Breadwinner Spotlight | Joel Malard’s “Social Sting Operation”

November 14, 2018

In 2017, Breadwinner donor and volunteer Joel Malard approached us to propose a “social sting operation.” His objective was grassroots job creation – literally one job at a time. He achieved this by funding the salary for our Policy & Advocacy Manager Becky Gershon (pictured above right) for one year. We recently interviewed Joel about what inspired his generous gift.

Breadwinner donor and volunteer, Joel Malard

What prompted you to make such a generous gift to the San Francisco-Marin Food Bank?

First, I want to thank all of you at the San Francisco-Marin Food Bank for your openness in taking part in my bizarre pilot study about grassroots job creation. Your dedication to your mission, your work, and your vision made a success of what could have been a pointless bet on the human spirit.

After experiencing the ups and downs of working in Silicon Valley start-ups, I was laid off in 2012. My first reaction was to create jobs, drawing on the wisdom of my father who taught me “if you can’t join them, beat them.” He applied this approach to the job market, to education opportunities, to any adversity that life threw at him. So, I set a goal to employ one person for one year – my own “social sting operation.”

During this time of reflection, I remembered stories I had heard about my grandparents generosity: when a traveler came asking for food at their farm, they would give him work, food and shelter for a couple of days, and on his last morning, a packed lunch for the day. It was an old tradition that I could not directly match in these modern times. But I felt compelled to somehow fulfill this tradition in my own way.. As my plan evolved, I decided to delegate the hiring to someone else – and so I reached out to the Food Bank.

The San Francisco-Marin Food Bank was the first Bay Area institution that I contacted. It fulfills an essential, basic human need, and it has a clear mandate and immediate tangible returns to the local community. I had volunteered at the Food Bank and been impressed by its reach and operations. The Food Bank’s location in San Francisco would make a successful pilot study in grassroots job creation both immediately relevant and widely visible.

My donation came with a few strings attached, which I felt were essential for the experience to be positive for everyone. First, the money was for a new position competitively open to all. Second, it had to be fully aligned with the Food Bank’s mission. Third, the new position needed to have a fighting chance of becoming self-funded within a year. As a result, the whole cycle – from writing the job description to hiring a candidate – was solely the responsibility of the Food Bank. It was the right decision.

What policy or advocacy issues are most important to you and why?
Food is always a top priority; as the saying goes, “a famished stomach has no ear.” We will always have needs, but today the misery in San Francisco is heartbreaking. The policy issue that matters most to me is to form outstanding leaders for tomorrow and to plan for the next generation after them, both in regards to professional mastery and moral courage. My donation is an act of faith in the American People and the resilience of its spirit.

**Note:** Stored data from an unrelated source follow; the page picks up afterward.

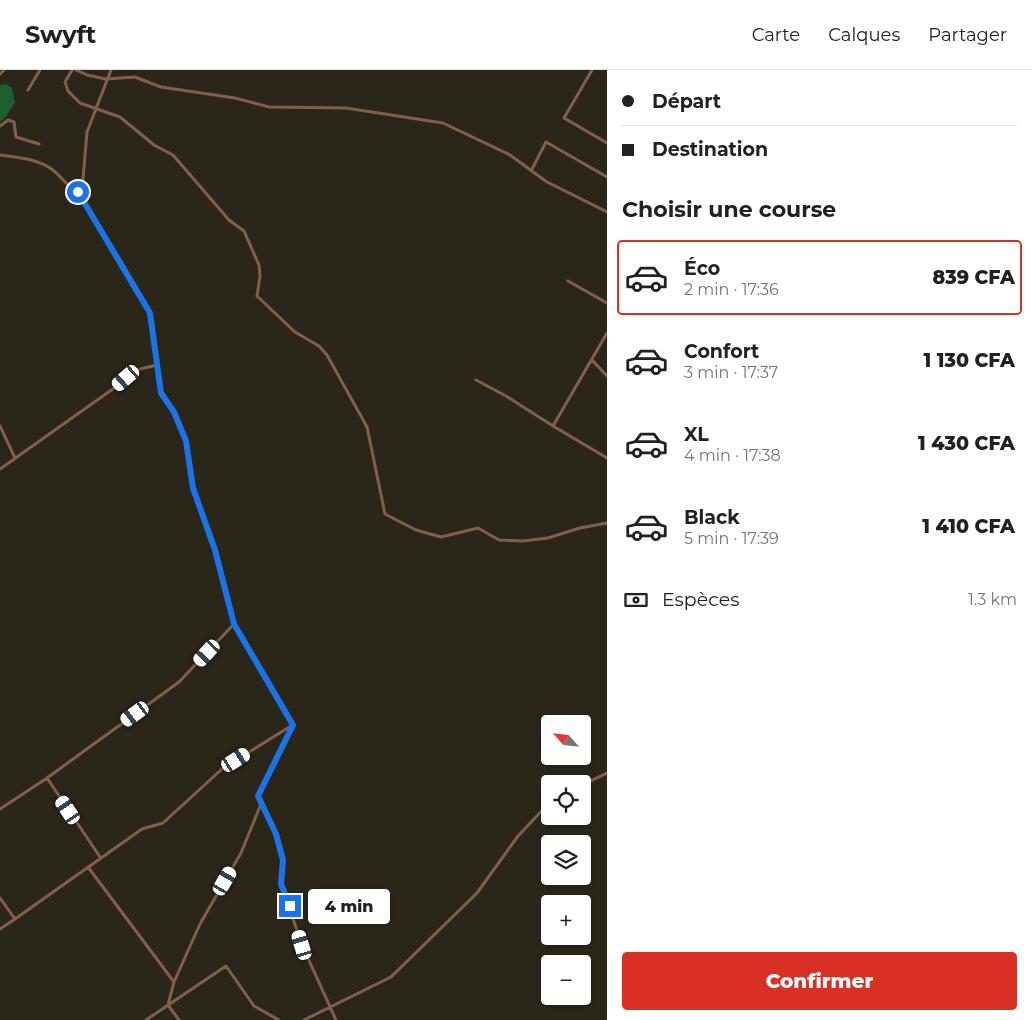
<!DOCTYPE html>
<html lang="fr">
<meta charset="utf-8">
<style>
body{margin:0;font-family:Montserrat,sans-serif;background:#f2f2f2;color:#202124;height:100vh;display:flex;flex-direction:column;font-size:19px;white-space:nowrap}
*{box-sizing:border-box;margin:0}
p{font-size:16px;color:#757577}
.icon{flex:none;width:28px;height:28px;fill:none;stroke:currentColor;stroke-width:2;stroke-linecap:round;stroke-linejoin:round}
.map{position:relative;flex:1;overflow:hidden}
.sheet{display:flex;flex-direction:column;background:#fff;width:425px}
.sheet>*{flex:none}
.hud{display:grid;align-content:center;height:110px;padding:0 15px;background:#fff}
.needle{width:32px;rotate:297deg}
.controls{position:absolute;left:541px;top:645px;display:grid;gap:10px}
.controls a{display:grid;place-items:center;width:50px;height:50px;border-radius:5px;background:#fff;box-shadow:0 1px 4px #0004;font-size:25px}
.end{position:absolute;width:22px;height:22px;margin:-11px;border:6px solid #1a73e8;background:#fff;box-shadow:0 0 0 2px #fff}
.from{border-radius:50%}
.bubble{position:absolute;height:35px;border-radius:5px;background:#fff;box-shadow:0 1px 4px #0004;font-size:16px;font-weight:800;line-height:35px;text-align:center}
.car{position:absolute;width:15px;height:30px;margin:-15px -8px;border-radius:6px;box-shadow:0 0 4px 1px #0007;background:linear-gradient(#fff 24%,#345 0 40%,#fff 0 76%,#345 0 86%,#fff 0)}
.hud b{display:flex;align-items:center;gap:18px;height:48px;font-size:19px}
.hud b+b{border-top:1px solid #e0e0e0}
.hud i{width:12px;height:12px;background:#202124}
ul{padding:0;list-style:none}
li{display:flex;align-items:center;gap:15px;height:75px;margin:0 10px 8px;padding:0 5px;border:2px solid transparent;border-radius:5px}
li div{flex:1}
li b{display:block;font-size:19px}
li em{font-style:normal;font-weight:800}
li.selected{border-color:#d93025}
li>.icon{width:45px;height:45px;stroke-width:1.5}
h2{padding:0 15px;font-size:22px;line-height:60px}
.pay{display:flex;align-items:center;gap:12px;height:55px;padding:0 15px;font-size:19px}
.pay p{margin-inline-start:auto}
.action{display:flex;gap:10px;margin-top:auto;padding:10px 15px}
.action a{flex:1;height:58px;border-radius:5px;background:#d93025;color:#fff;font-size:20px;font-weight:800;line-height:58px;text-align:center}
header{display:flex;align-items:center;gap:30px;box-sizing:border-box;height:70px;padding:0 25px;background:#fff;border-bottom:1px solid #e0e0e0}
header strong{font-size:24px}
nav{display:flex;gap:28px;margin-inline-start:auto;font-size:18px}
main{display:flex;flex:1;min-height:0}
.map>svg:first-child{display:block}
.water{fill:#1c6032}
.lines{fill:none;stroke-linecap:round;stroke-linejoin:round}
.minor{stroke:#835f4b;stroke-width:3}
.route{stroke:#1a73e8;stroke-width:6}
</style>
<header>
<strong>Swyft</strong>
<nav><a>Carte</a><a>Calques</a><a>Partager</a></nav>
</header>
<main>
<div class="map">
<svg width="607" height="950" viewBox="0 0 607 950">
<rect width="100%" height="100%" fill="#2b261a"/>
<!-- water -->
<path class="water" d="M6,14l6,4 3,14 -9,15 -6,5v-37z"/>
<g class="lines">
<!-- minor -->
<path class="minor" d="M72,0l-7,12 3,9 12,12 40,14 34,28 19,10 56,65 15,11 15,34 1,11 -3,20 38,36 24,14 8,9 40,72 18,87 31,16 25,7 37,-9 21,12 24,1 25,-3 32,-10 27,-5
M76,0l11,5 19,4 29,-2 26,10 74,11 34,9 77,1 97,15 67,32 37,27 60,30
M111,0l-24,62 -4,47 -5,13 72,121 11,80 13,19 12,29 7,47 22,62 19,74 59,101 -35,71 18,38 7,26 -2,24 21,61 34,75
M592,0l-28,48 43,25
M0,4l4,-4
M28,20l12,-20
M0,56l8,-6 6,2 2,15 23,7
M0,85c17,2 36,4 50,13 11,7 16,18 28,24
M532,99l14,-27 61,35
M568,211l39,22
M607,263l-54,93 54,32
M592,290l15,16
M476,310l30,16 47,30
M0,356l15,32
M0,399l117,-83 19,-16 21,-5
M47,708l53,79
M582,715l25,-12
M0,739l47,-31 132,-96 55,-58
M88,797l86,115
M0,828l15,21 -15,10
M15,849l127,-90 21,-6 59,-54 69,-43
M146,950l80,-54 28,40 25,14
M179,950l-11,-15 6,-23 26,-58 41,-71 20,-49
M304,950l87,-43 86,-84 41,-57 32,-34"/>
</g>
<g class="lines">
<!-- route -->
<path class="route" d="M78,122l72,121 11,80 13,19 12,29 7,47 22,62 19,74 59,101 -35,71 18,38 7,26 -2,24 9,22"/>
</g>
</svg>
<div class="controls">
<a><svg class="needle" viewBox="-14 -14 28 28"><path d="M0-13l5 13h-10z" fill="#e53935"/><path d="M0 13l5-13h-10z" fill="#757577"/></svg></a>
<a><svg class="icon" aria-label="locate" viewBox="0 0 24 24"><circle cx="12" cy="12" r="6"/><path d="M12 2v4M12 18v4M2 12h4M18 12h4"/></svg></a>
<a><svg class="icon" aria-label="layers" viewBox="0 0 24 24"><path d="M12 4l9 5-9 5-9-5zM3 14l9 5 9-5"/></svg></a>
<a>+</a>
<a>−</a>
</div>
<i class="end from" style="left:78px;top:122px"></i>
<i class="end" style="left:290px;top:836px"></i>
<div class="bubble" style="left:308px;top:819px;width:82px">4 min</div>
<i class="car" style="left:126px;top:308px;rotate:229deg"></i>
<i class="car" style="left:207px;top:583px;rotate:223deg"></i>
<i class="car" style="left:135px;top:644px;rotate:234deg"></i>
<i class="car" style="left:236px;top:690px;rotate:58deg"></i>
<i class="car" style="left:68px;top:740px;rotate:326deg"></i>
<i class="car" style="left:225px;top:811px;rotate:30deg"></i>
<i class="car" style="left:302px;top:875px;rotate:343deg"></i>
</div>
<section class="sheet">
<div class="hud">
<b><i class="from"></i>Départ</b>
<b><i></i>Destination</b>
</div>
<h2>Choisir une course</h2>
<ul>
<li class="selected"><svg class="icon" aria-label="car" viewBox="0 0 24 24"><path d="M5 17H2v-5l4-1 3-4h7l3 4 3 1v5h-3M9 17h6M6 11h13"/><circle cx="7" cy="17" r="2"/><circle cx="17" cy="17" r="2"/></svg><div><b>Éco</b><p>2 min · 17:36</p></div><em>839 CFA</em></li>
<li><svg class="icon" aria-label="car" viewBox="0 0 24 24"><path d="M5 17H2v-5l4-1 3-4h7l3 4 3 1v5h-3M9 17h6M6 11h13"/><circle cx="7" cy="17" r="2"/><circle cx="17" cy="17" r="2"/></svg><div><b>Confort</b><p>3 min · 17:37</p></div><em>1 130 CFA</em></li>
<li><svg class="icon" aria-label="car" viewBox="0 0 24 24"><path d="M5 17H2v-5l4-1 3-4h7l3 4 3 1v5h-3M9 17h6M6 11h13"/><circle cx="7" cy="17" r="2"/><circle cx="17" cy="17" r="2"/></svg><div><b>XL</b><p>4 min · 17:38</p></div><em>1 430 CFA</em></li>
<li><svg class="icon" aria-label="car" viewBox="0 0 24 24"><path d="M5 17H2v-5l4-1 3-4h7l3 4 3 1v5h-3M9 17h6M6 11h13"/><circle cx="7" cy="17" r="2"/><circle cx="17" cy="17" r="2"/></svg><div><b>Black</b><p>5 min · 17:39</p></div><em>1 410 CFA</em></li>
</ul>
<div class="pay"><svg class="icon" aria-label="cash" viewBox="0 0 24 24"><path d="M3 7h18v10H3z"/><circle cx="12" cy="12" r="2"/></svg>Espèces<p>1.3 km</p></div>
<div class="action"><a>Confirmer</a></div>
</section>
</main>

What opportunities do you see for California to lead on addressing food insecurity?
California is positioned to lead the nation in addressing food insecurity if only because its agriculture sector is the largest. The San Francisco-Marin Food Bank has a stellar reputation in food distribution and expertise that could benefit other food banks around the USA.

Advocacy, coupled with innovation, is key. A comprehensive plan to address food insecurity must also include housing, water management, and the containment of soil pollution. Clean water distribution, recycling, and desalination are critical to food production worldwide. These are areas where Bay Area entrepreneurs may make a lasting contribution.

Last but not least, CalFresh (food stamps) is remarkable because, among other things, it brings balance to nutrition by making access to fresh, nutritious produce available to low-income neighbors. The balance between a fulfilling piece of bread and a nutritious piece of fish echoes the broader need for balance between basic human needs and the imperatives of society. California Food Banks are, in my opinion, ideally positioned to inform and encourage the lateral thinking and the moral courage required to build a striving community constantly reshaped by technological and financial progress.